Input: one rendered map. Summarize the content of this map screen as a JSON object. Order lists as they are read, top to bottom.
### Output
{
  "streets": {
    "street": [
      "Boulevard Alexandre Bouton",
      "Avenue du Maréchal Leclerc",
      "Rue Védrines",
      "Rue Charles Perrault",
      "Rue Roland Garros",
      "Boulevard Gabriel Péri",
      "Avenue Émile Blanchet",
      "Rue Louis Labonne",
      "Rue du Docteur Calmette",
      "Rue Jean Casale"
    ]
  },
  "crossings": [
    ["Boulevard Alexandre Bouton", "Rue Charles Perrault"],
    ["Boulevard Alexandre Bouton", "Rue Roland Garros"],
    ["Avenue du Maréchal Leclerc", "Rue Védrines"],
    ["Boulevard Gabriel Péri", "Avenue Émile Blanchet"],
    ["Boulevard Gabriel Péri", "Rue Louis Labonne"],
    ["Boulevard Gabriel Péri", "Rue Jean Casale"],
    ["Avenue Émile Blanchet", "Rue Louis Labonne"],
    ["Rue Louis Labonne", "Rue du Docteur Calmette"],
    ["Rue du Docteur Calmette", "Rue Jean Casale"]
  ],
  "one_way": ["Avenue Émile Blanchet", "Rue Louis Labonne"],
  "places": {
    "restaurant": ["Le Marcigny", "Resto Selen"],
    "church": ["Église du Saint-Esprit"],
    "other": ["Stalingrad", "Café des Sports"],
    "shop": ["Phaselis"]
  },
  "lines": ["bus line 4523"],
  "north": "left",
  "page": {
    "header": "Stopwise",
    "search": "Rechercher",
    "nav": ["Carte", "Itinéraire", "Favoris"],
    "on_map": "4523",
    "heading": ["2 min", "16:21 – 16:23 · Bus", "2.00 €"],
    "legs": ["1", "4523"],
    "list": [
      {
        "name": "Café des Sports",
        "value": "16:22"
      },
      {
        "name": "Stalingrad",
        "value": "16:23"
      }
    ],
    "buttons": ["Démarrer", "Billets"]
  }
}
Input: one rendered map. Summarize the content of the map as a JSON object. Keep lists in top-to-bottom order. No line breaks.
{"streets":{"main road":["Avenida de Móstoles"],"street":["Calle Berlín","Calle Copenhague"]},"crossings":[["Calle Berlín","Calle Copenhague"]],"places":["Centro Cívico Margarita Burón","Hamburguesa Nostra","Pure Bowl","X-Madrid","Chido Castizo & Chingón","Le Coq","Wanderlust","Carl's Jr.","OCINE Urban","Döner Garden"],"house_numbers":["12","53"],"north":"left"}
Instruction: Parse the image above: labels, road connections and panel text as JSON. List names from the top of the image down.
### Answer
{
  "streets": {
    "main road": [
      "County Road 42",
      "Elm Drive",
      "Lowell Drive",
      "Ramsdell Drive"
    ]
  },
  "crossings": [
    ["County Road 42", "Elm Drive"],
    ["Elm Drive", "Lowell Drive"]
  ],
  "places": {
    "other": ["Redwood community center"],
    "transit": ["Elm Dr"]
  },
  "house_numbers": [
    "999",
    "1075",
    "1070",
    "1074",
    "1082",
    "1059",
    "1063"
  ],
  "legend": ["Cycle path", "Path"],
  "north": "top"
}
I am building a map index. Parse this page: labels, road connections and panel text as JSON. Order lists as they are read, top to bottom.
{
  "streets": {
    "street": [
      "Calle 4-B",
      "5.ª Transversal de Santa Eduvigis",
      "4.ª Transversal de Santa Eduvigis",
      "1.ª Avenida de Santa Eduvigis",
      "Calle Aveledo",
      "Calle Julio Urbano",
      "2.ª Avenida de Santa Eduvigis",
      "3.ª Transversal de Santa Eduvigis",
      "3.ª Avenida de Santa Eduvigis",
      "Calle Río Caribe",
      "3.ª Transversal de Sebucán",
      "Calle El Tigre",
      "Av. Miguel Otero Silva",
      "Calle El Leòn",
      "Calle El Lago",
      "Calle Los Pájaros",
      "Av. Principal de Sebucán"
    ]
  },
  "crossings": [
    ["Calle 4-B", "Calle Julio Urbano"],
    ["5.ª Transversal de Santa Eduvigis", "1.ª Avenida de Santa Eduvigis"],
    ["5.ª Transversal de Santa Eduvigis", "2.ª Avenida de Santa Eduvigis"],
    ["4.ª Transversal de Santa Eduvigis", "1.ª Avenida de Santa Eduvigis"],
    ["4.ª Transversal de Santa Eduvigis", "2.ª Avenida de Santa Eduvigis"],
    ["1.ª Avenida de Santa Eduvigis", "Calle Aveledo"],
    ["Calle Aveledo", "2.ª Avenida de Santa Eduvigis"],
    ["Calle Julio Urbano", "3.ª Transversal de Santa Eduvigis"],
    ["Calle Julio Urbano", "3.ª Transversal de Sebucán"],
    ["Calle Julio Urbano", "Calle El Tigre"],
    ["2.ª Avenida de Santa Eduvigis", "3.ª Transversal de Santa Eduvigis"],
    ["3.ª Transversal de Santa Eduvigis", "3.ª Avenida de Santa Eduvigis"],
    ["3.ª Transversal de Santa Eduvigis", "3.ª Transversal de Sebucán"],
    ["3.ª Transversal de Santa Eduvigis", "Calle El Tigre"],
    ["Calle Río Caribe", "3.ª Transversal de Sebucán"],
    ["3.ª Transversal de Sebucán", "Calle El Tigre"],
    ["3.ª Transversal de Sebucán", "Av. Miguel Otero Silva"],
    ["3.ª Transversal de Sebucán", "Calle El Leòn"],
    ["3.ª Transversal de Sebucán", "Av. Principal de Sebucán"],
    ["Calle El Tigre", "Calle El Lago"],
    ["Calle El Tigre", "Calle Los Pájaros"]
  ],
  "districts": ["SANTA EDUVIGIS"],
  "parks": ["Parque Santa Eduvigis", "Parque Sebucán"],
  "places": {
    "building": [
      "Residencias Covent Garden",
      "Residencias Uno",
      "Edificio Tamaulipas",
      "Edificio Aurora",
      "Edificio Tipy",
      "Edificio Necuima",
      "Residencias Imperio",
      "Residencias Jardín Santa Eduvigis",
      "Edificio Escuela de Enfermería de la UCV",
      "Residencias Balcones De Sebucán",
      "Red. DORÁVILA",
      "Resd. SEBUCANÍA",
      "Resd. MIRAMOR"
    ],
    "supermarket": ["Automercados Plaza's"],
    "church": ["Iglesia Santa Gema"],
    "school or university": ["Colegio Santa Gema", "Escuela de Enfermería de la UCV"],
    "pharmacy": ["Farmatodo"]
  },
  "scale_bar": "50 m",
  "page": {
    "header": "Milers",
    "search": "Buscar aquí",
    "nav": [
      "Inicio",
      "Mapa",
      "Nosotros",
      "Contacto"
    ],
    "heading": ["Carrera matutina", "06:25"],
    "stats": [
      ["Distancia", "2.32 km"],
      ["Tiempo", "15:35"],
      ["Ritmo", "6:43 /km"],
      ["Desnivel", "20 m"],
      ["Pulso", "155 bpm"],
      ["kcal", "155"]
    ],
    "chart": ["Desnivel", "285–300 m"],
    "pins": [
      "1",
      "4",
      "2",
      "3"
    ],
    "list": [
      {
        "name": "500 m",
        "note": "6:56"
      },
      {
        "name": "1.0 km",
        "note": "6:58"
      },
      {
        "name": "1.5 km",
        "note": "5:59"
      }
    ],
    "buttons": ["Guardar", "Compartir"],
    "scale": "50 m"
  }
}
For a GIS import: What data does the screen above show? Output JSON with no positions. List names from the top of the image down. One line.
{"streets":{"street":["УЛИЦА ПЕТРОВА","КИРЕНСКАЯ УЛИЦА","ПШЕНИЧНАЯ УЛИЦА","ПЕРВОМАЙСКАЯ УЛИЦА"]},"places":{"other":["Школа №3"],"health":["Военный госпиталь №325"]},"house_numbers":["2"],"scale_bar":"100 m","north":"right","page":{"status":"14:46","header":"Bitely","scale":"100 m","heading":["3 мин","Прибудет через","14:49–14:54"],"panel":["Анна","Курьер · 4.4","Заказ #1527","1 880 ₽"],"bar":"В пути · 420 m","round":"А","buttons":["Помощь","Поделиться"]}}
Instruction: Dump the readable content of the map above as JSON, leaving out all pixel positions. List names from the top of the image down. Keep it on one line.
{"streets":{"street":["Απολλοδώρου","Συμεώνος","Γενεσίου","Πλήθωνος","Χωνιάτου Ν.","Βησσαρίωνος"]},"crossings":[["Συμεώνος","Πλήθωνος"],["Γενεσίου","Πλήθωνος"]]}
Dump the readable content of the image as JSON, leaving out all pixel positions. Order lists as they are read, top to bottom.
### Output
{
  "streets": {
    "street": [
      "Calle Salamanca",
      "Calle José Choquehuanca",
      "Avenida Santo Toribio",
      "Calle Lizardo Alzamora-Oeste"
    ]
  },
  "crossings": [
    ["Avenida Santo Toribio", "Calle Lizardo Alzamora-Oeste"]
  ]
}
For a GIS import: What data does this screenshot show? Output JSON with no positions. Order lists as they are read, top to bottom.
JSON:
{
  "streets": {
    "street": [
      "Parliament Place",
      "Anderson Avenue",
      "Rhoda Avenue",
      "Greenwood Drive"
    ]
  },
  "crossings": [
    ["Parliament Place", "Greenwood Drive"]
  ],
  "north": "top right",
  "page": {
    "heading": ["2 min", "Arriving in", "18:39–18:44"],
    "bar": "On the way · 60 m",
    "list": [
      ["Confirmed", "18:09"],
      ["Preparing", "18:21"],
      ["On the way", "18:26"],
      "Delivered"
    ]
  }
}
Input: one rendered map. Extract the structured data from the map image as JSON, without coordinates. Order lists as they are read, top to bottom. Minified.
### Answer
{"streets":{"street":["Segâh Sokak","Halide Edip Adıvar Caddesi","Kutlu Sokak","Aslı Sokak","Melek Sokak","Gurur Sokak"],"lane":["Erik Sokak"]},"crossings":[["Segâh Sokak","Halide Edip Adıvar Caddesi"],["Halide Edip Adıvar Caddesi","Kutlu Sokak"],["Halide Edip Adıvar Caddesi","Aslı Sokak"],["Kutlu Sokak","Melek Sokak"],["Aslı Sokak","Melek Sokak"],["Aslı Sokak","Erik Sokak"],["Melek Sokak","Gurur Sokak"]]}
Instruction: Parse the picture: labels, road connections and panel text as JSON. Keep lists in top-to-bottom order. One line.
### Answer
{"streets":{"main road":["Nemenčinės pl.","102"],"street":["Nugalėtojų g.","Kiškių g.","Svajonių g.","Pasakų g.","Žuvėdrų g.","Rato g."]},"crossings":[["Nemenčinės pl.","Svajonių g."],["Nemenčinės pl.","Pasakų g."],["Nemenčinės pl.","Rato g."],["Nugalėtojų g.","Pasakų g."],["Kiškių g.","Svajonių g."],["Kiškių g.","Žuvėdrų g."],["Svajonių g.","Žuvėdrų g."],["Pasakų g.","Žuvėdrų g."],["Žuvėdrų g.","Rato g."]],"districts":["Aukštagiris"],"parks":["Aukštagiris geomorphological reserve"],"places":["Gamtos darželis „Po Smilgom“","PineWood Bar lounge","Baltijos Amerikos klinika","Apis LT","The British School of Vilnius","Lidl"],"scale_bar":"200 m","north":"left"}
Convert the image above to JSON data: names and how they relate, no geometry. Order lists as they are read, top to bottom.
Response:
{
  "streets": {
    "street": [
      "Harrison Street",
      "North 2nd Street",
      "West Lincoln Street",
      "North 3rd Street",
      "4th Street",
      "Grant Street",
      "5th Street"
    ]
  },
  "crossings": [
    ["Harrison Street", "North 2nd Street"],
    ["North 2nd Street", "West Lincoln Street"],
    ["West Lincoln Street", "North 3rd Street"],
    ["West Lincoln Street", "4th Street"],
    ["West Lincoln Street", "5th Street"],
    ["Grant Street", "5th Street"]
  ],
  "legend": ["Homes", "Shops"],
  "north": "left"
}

What to produce =
Send back an exact copy of only the lines from the line with "Instruction: Dump the" up to and including the line with "Instruction: Parse the picture: labels, road" in the data above.

Exercise output =
Instruction: Dump the readable content of the map above as JSON, leaving out all pixel positions. List names from the top of the image down. Keep it on one line.
{"streets":{"street":["Απολλοδώρου","Συμεώνος","Γενεσίου","Πλήθωνος","Χωνιάτου Ν.","Βησσαρίωνος"]},"crossings":[["Συμεώνος","Πλήθωνος"],["Γενεσίου","Πλήθωνος"]]}
Dump the readable content of the image as JSON, leaving out all pixel positions. Order lists as they are read, top to bottom.
### Output
{
  "streets": {
    "street": [
      "Calle Salamanca",
      "Calle José Choquehuanca",
      "Avenida Santo Toribio",
      "Calle Lizardo Alzamora-Oeste"
    ]
  },
  "crossings": [
    ["Avenida Santo Toribio", "Calle Lizardo Alzamora-Oeste"]
  ]
}
For a GIS import: What data does this screenshot show? Output JSON with no positions. Order lists as they are read, top to bottom.
JSON:
{
  "streets": {
    "street": [
      "Parliament Place",
      "Anderson Avenue",
      "Rhoda Avenue",
      "Greenwood Drive"
    ]
  },
  "crossings": [
    ["Parliament Place", "Greenwood Drive"]
  ],
  "north": "top right",
  "page": {
    "heading": ["2 min", "Arriving in", "18:39–18:44"],
    "bar": "On the way · 60 m",
    "list": [
      ["Confirmed", "18:09"],
      ["Preparing", "18:21"],
      ["On the way", "18:26"],
      "Delivered"
    ]
  }
}
Input: one rendered map. Extract the structured data from the map image as JSON, without coordinates. Order lists as they are read, top to bottom. Minified.
### Answer
{"streets":{"street":["Segâh Sokak","Halide Edip Adıvar Caddesi","Kutlu Sokak","Aslı Sokak","Melek Sokak","Gurur Sokak"],"lane":["Erik Sokak"]},"crossings":[["Segâh Sokak","Halide Edip Adıvar Caddesi"],["Halide Edip Adıvar Caddesi","Kutlu Sokak"],["Halide Edip Adıvar Caddesi","Aslı Sokak"],["Kutlu Sokak","Melek Sokak"],["Aslı Sokak","Melek Sokak"],["Aslı Sokak","Erik Sokak"],["Melek Sokak","Gurur Sokak"]]}
Instruction: Parse the picture: labels, road connections and panel text as JSON. Keep lists in top-to-bottom order. One line.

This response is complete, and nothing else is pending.